If you want to try it out yourself in a browser, I made a little playground at [jvns.ca/3-way-merge/][2]. I made it very quickly so its not mobile friendly.
### git merges changes, not files
The way I think about the 3-way merge is git merges **changes** , not files. We have an original file and 2 possible changes to it, and git tries to combine both of those changes in a reasonable way. Sometimes it cant (for example if both changes change the same line), and then you get a merge conflict.
Git can also merge more than 2 possible changes: you can have an original file and 8 possible changes, and it can try to reconcile all of them. Thats called an octopus merge but I dont know much more than that, Ive never done one.
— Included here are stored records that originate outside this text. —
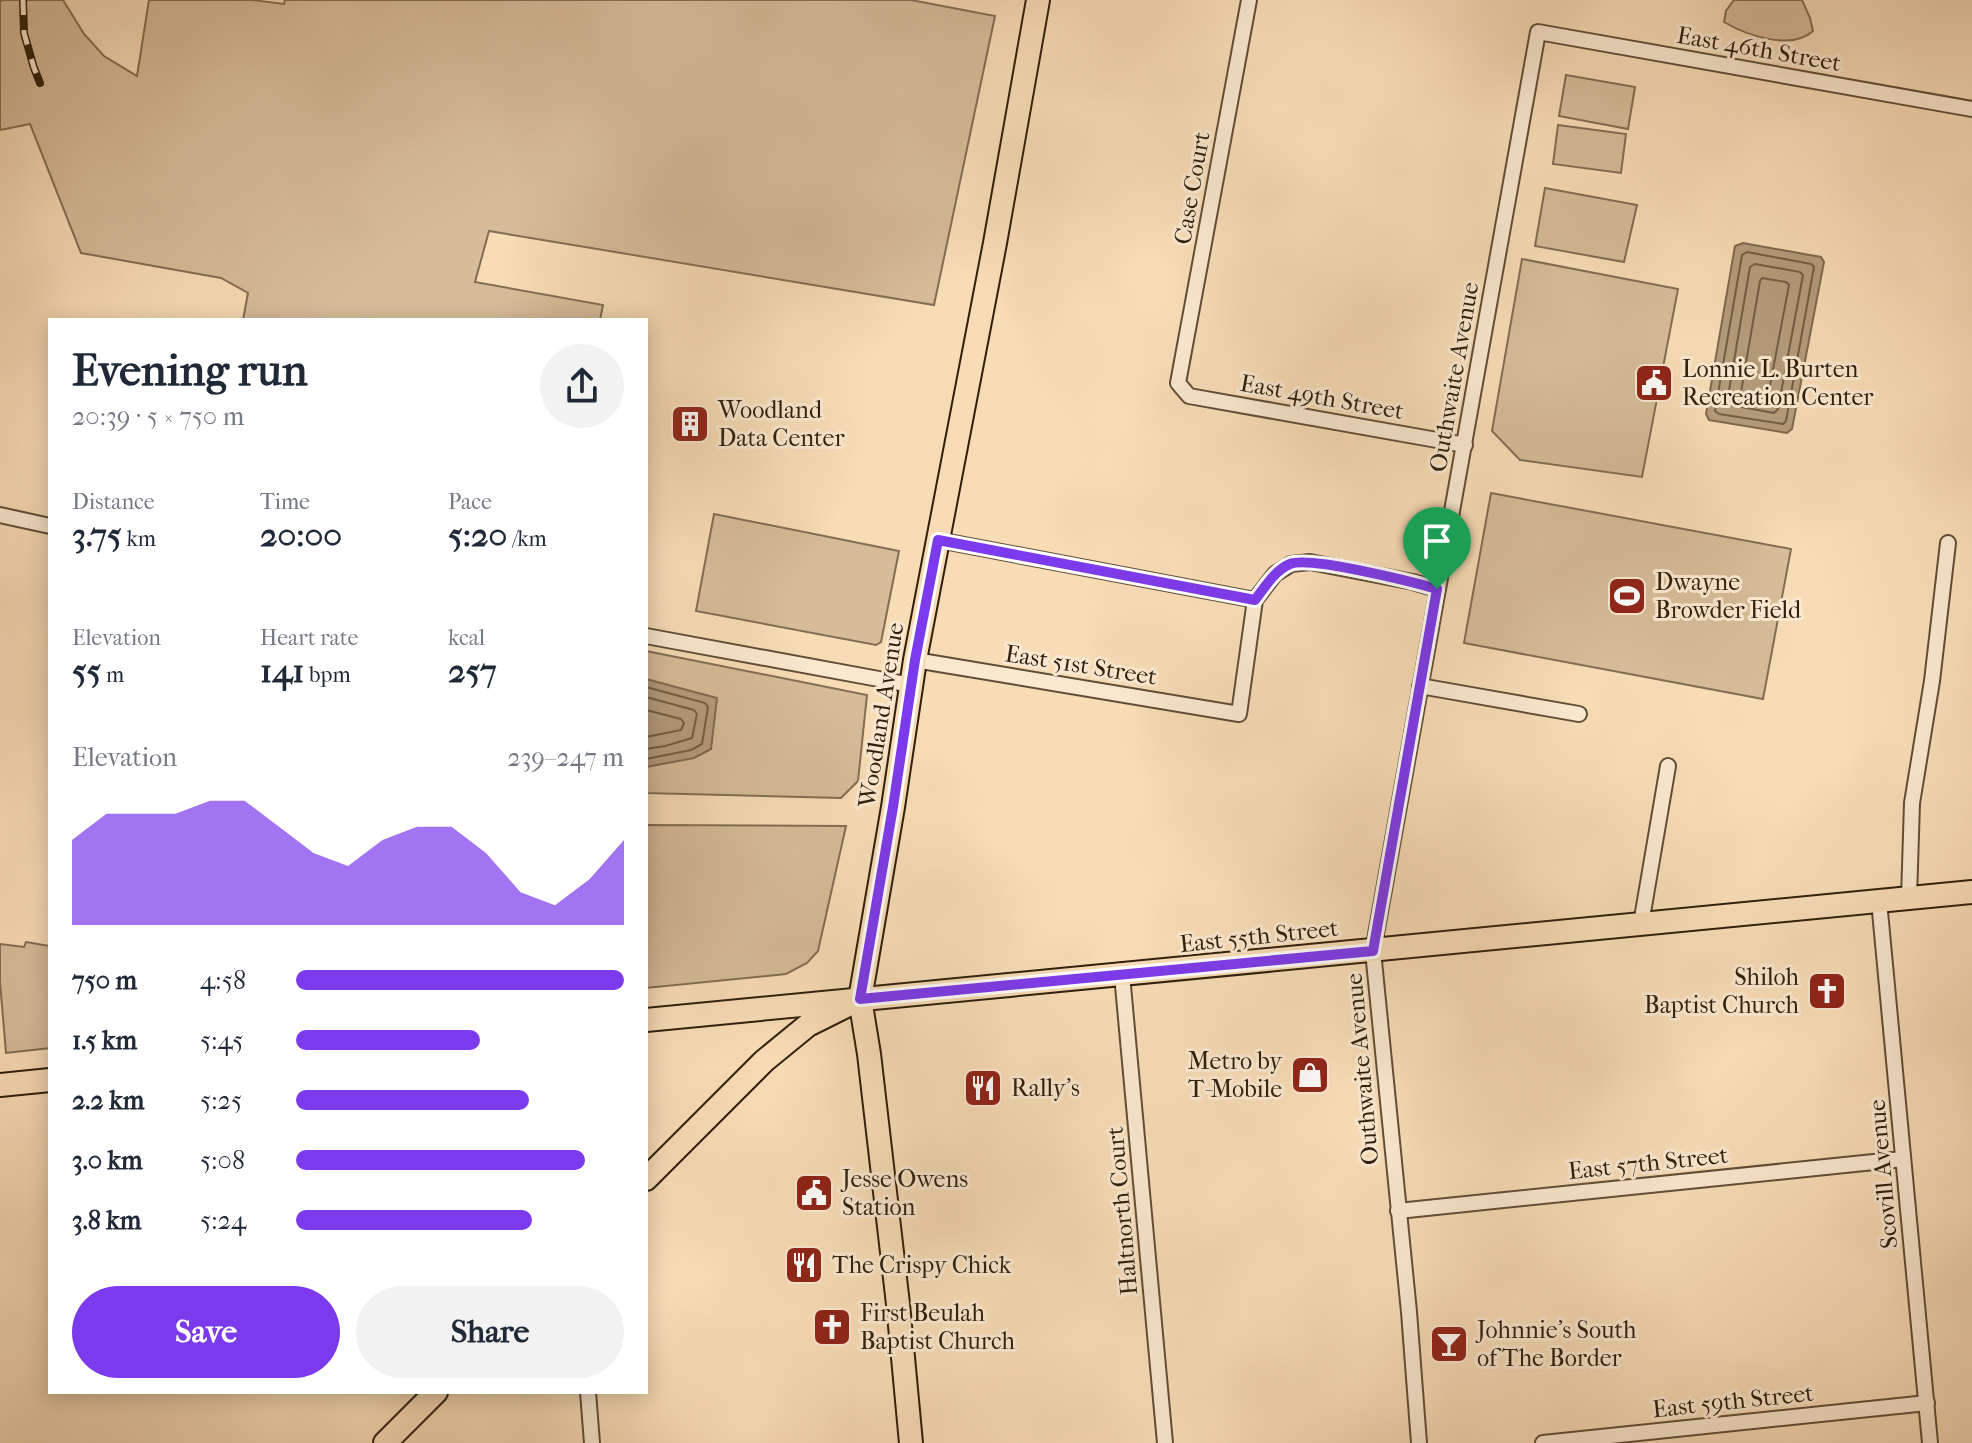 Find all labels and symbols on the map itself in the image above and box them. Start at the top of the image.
street label: East 46th Street [1675,21,1844,77]
street label: Case Court [1168,129,1216,246]
street label: Outhwaite Avenue [1423,280,1485,474]
place label: Lonnie L. Burten Recreation Center [1682,355,1874,411]
public building icon: Lonnie L. Burten Recreation Center [1633,362,1675,404]
street label: East 49th Street [1238,369,1406,425]
place label: Woodland Data Center [717,396,845,452]
building icon: Woodland Data Center [669,403,711,445]
pin [1403,507,1471,589]
place label: Dwayne Browder Field [1655,568,1802,624]
sports icon: Dwayne Browder Field [1606,575,1648,617]
street label: Woodland Avenue [852,621,909,810]
street label: East 51st Street [1003,639,1159,691]
street label: East 55th Street [1178,914,1340,958]
place label: Shiloh Baptist Church [1644,963,1800,1019]
church icon: Shiloh Baptist Church [1806,970,1848,1012]
street label: Outhwaite Avenue [1340,972,1384,1166]
place label: Metro by T-Mobile [1188,1047,1283,1103]
shop icon: Metro by T-Mobile [1289,1054,1331,1096]
restaurant icon: Rally's [962,1067,1004,1109]
place label: Rally's [1011,1074,1080,1102]
street label: Scovill Avenue [1863,1098,1903,1250]
street label: Haltnorth Court [1101,1125,1143,1296]
street label: East 57th Street [1567,1141,1730,1185]
place label: Jesse Owens Station [840,1165,968,1221]
public building icon: Jesse Owens Station [793,1172,835,1214]
restaurant icon: The Crispy Chick [783,1244,825,1286]
place label: The Crispy Chick [832,1251,1012,1279]
place label: First Beulah Baptist Church [860,1299,1015,1355]
church icon: First Beulah Baptist Church [811,1306,853,1348]
place label: Johnnie's South of The Border [1475,1316,1637,1372]
bar icon: Johnnie's South of The Border [1428,1323,1470,1365]
street label: East 59th Street [1651,1379,1815,1423]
### how git uses 3-way merge to apply a patch
Now lets get a little weird! When we talk about git “applying a patch” (as you do in a `rebase` or `revert` or `cherry-pick`), its not actually creating a patch file and applying it. Instead, its doing a 3-way merge.
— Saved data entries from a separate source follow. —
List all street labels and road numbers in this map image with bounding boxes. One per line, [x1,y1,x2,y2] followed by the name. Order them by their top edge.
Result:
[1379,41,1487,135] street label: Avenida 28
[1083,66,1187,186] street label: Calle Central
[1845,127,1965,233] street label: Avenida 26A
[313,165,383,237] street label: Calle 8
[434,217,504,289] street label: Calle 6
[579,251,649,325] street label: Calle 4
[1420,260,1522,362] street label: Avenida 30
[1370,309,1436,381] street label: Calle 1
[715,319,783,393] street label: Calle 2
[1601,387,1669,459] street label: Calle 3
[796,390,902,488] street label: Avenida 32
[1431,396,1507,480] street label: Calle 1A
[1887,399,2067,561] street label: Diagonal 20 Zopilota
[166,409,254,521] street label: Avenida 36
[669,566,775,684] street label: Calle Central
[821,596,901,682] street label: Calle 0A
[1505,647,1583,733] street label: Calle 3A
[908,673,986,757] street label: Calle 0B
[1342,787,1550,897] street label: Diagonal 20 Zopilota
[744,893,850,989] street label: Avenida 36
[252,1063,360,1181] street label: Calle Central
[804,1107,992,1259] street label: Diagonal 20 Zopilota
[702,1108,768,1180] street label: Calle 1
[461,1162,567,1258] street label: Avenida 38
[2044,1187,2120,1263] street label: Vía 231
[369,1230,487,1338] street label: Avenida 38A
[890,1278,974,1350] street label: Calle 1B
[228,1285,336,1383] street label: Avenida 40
Heres how applying commit `X` as a patch to your current commit corresponds to this `v1`, `v2`, and `base` setup from before:
1. The version of the file **in your current commit** is `v1`.
2. The version of the file **before commit X** is `base`
3. The version of the file **in commit X**. Call that `v2`
4. Run `git merge-file v1 base v2` to combine them (technically git does not actually run `git merge-file`, it runs a C function that does it)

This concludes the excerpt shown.